%%

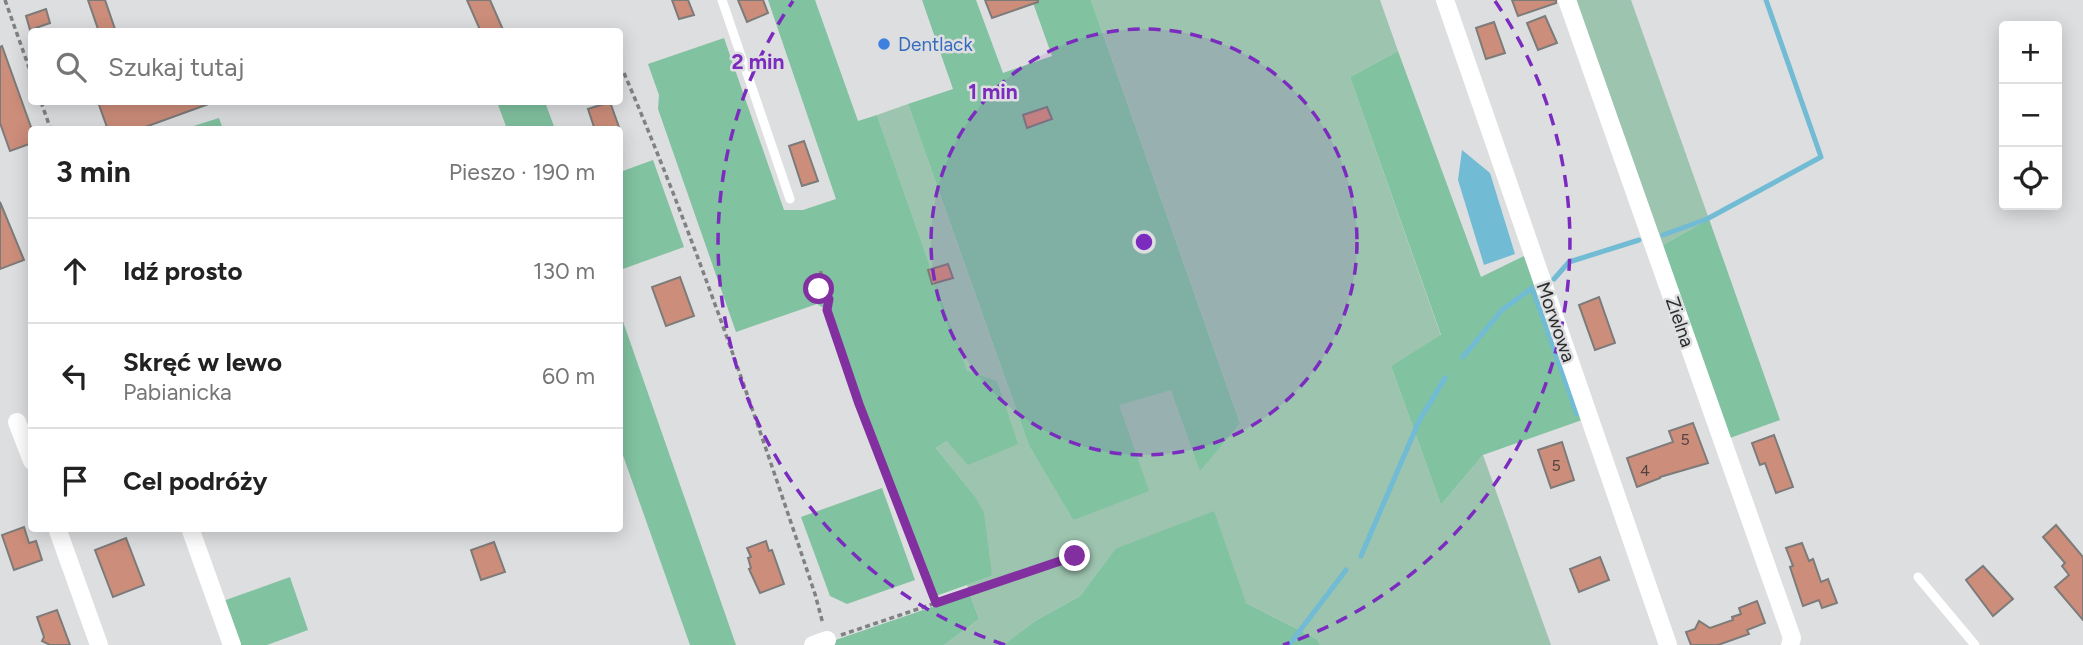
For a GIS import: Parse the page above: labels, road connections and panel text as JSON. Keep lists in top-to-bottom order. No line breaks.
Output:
{"streets":{"street":["Morwowa","Zielna"]},"places":["Dentlack"],"house_numbers":["5","5","4"],"page":{"map_buttons":["+","−"],"search":"Szukaj tutaj","heading":["3 min","Pieszo · 190 m"],"list":[["Idź prosto","130 m"],["Skręć w lewo","Pabianicka","60 m"],"Cel podróży"]},"rings":["2 min","1 min"]}
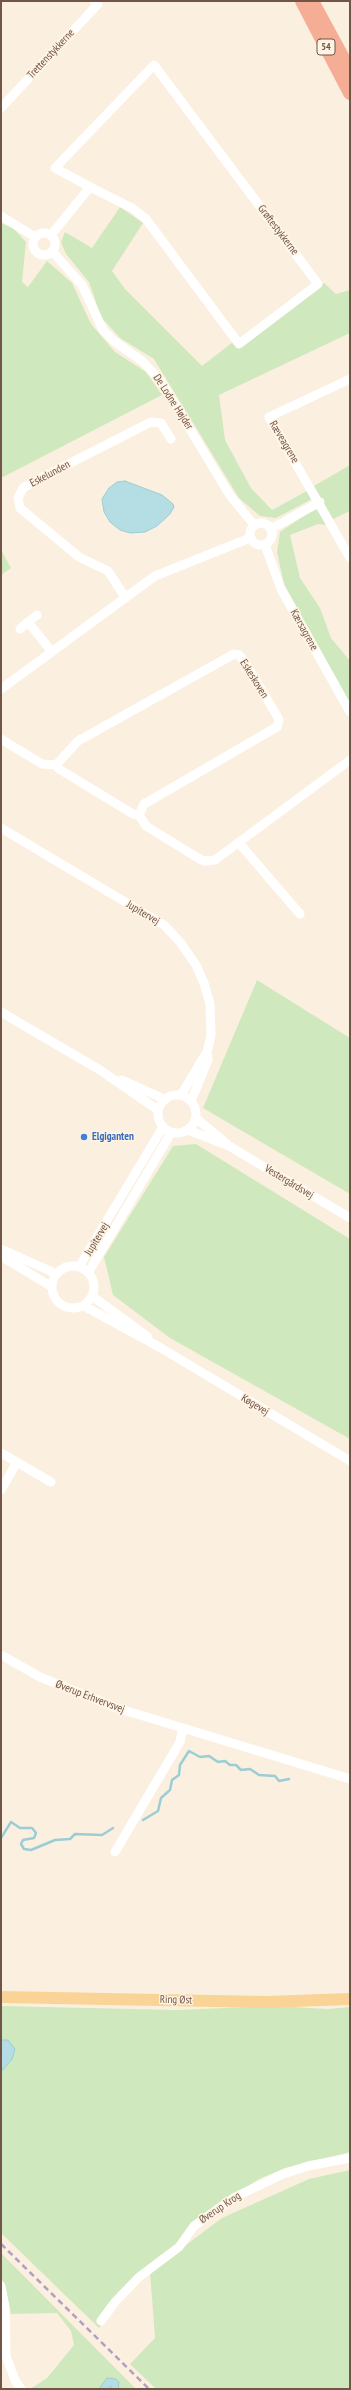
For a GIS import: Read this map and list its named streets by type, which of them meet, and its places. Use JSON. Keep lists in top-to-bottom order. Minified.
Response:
{"streets":{"highway":["54"],"main road":["Ring Øst"],"street":["Trettenstykkerne","Grøftestykkerne","De Lodne Højder","Ræveagrene","Eskelunden","Kærsagrene","Eskeskoven","Jupitervej","Vestergårdsvej","Køgevej","Øverup Erhvervsvej","Øverup Krog"]},"crossings":[["De Lodne Højder","Kærsagrene"],["Jupitervej","Vestergårdsvej"],["Jupitervej","Køgevej"]],"places":["Elgiganten"]}
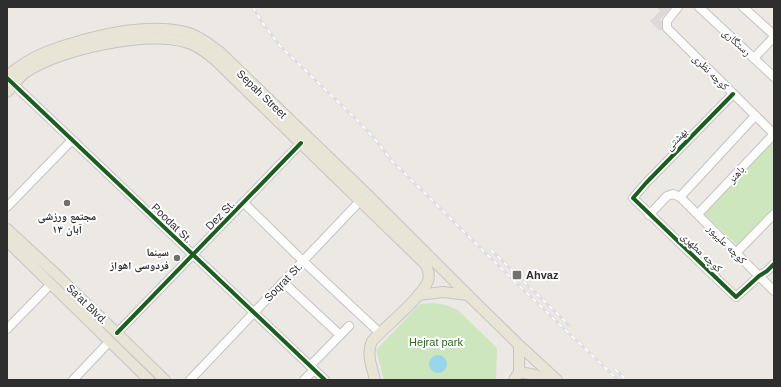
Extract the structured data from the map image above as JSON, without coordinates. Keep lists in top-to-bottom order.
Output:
{
  "streets": {
    "main road": ["Sepah Street", "Sa'at Blvd."],
    "street": [
      "رستگاری",
      "کوچه نظری",
      "بهشتی",
      "باهنر",
      "Dez St.",
      "Poodat St.",
      "کوچه علیپور",
      "کوچه مطهری",
      "Soqrat St."
    ]
  },
  "crossings": [
    ["کوچه نظری", "بهشتی"],
    ["کوچه نظری", "باهنر"],
    ["Sepah Street", "Dez St."],
    ["Sepah Street", "Poodat St."],
    ["Sepah Street", "Soqrat St."],
    ["بهشتی", "کوچه مطهری"],
    ["باهنر", "کوچه علیپور"],
    ["Dez St.", "Poodat St."],
    ["Dez St.", "Sa'at Blvd."],
    ["Poodat St.", "Soqrat St."],
    ["کوچه علیپور", "کوچه مطهری"]
  ],
  "parks": ["Hejrat park"],
  "places": {
    "other": ["مجتمع ورزشی ۱۳ آبان", "سینما فردوسی اهواز"],
    "transit": ["Ahvaz"]
  }
}
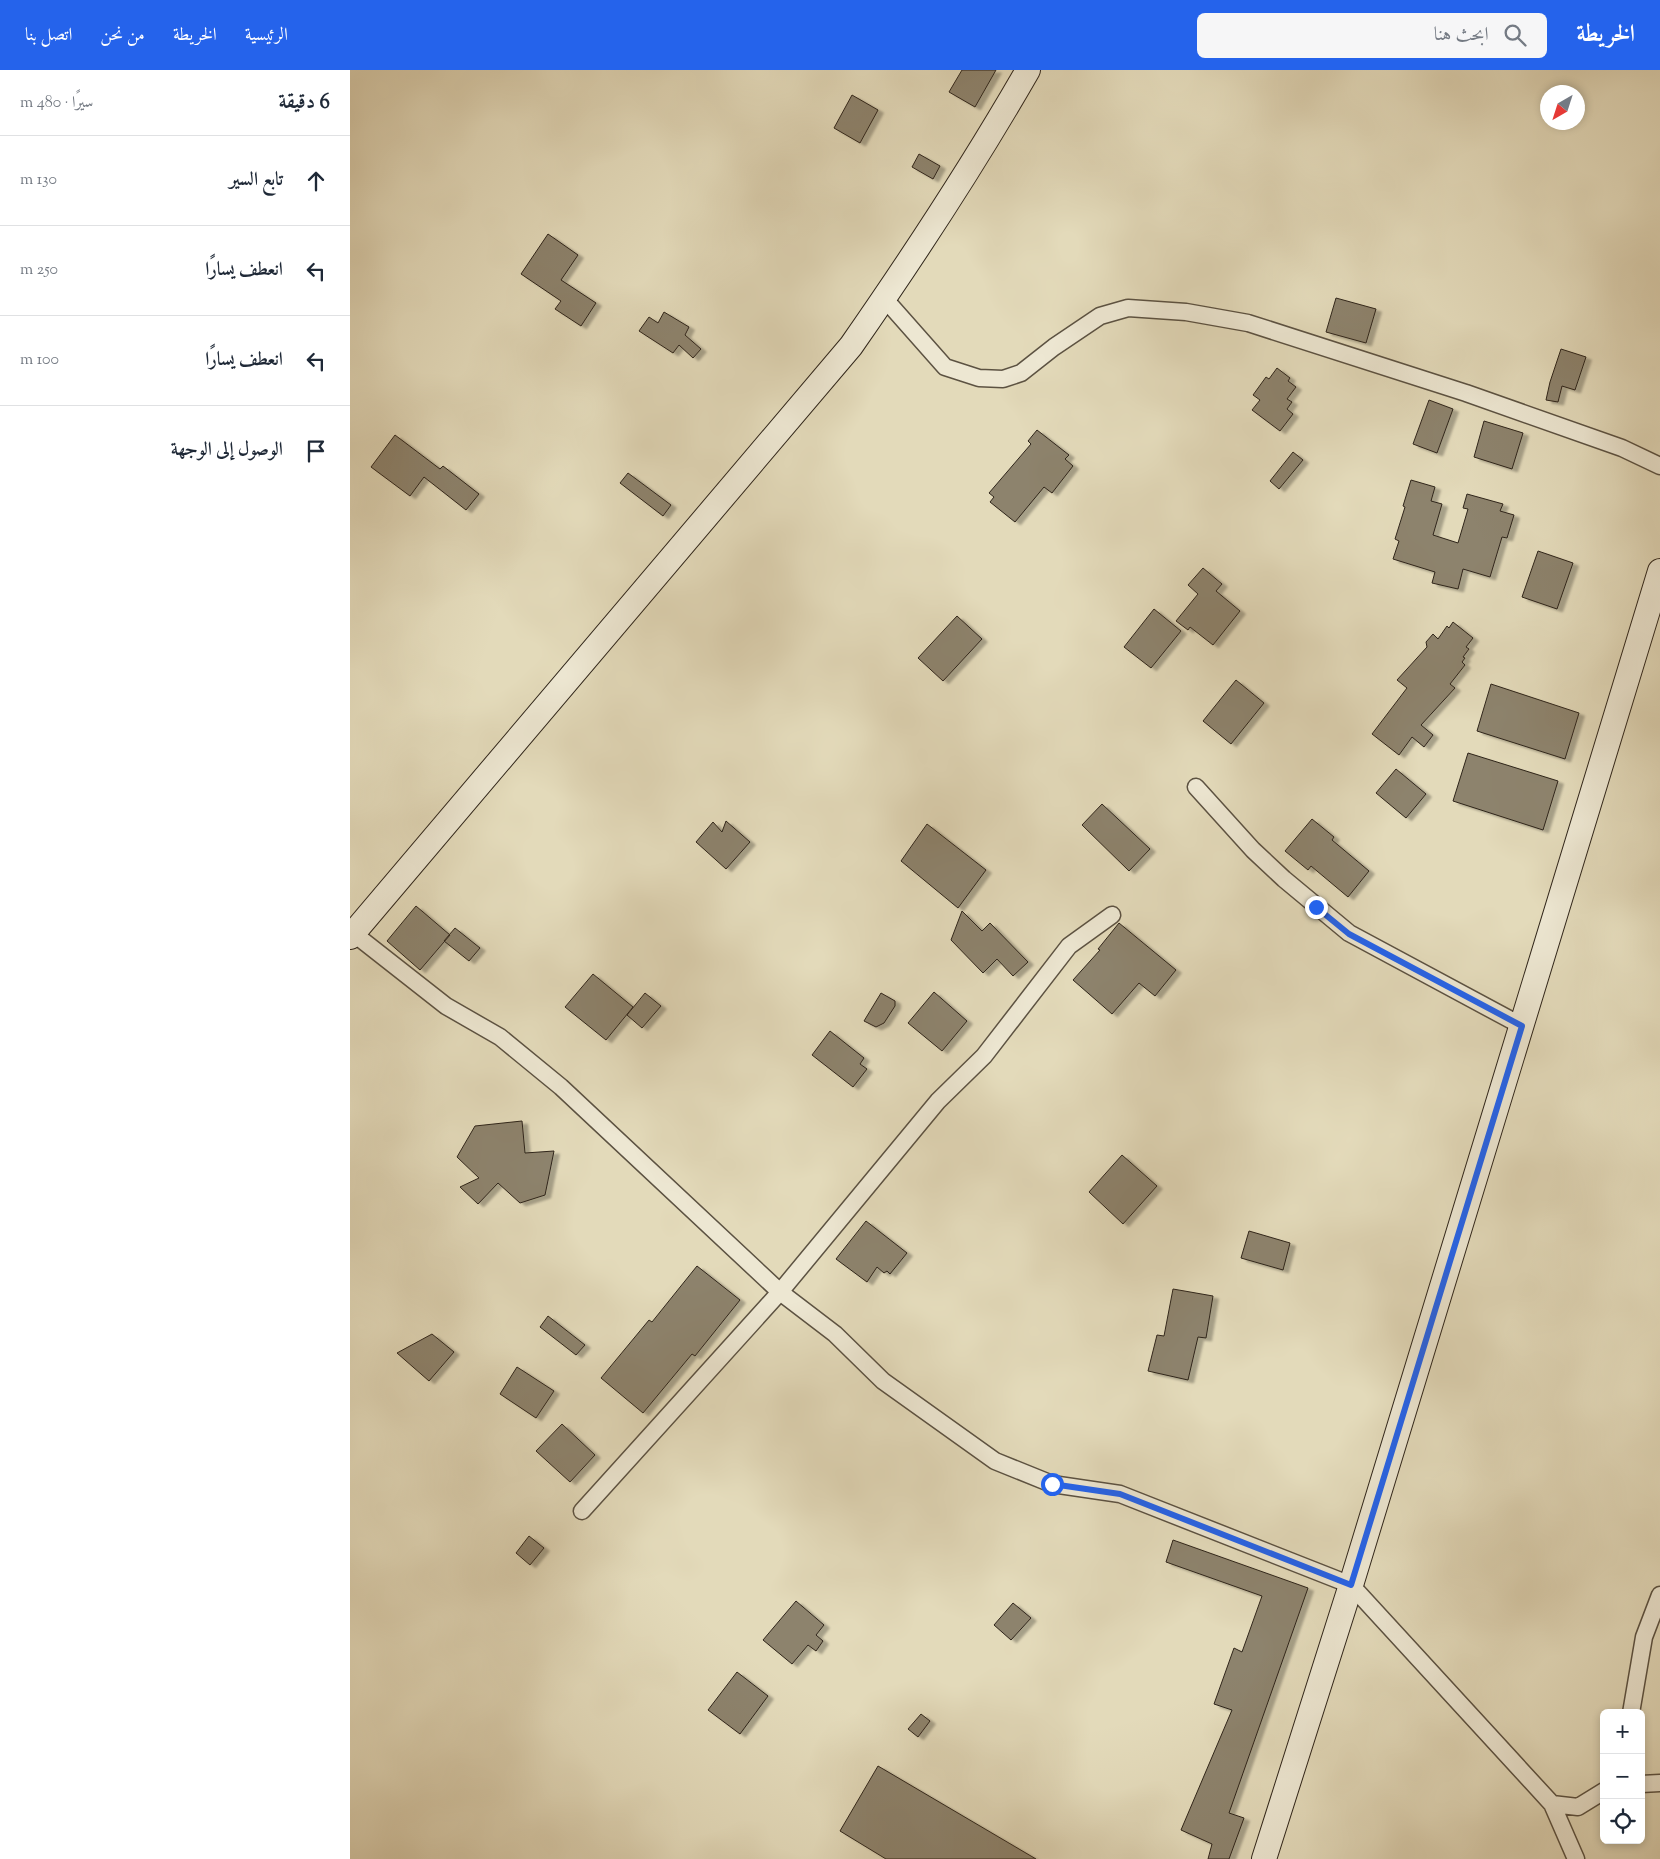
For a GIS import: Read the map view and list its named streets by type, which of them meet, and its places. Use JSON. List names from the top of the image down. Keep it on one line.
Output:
{"north":"bottom left","page":{"header":"الخريطة","search":"ابحث هنا","nav":["الرئيسية","الخريطة","من نحن","اتصل بنا"],"heading":["6 دقيقة","سيرًا · 480 m"],"list":[["تابع السير","130 m"],["انعطف يسارًا","250 m"],["انعطف يسارًا","100 m"],"الوصول إلى الوجهة"],"map_buttons":["+","−"]}}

%%

• _AIM OF THE EXERCISE_
For each line above that contains "import", add one to a count, then state only the final number.

• _REPLY_
3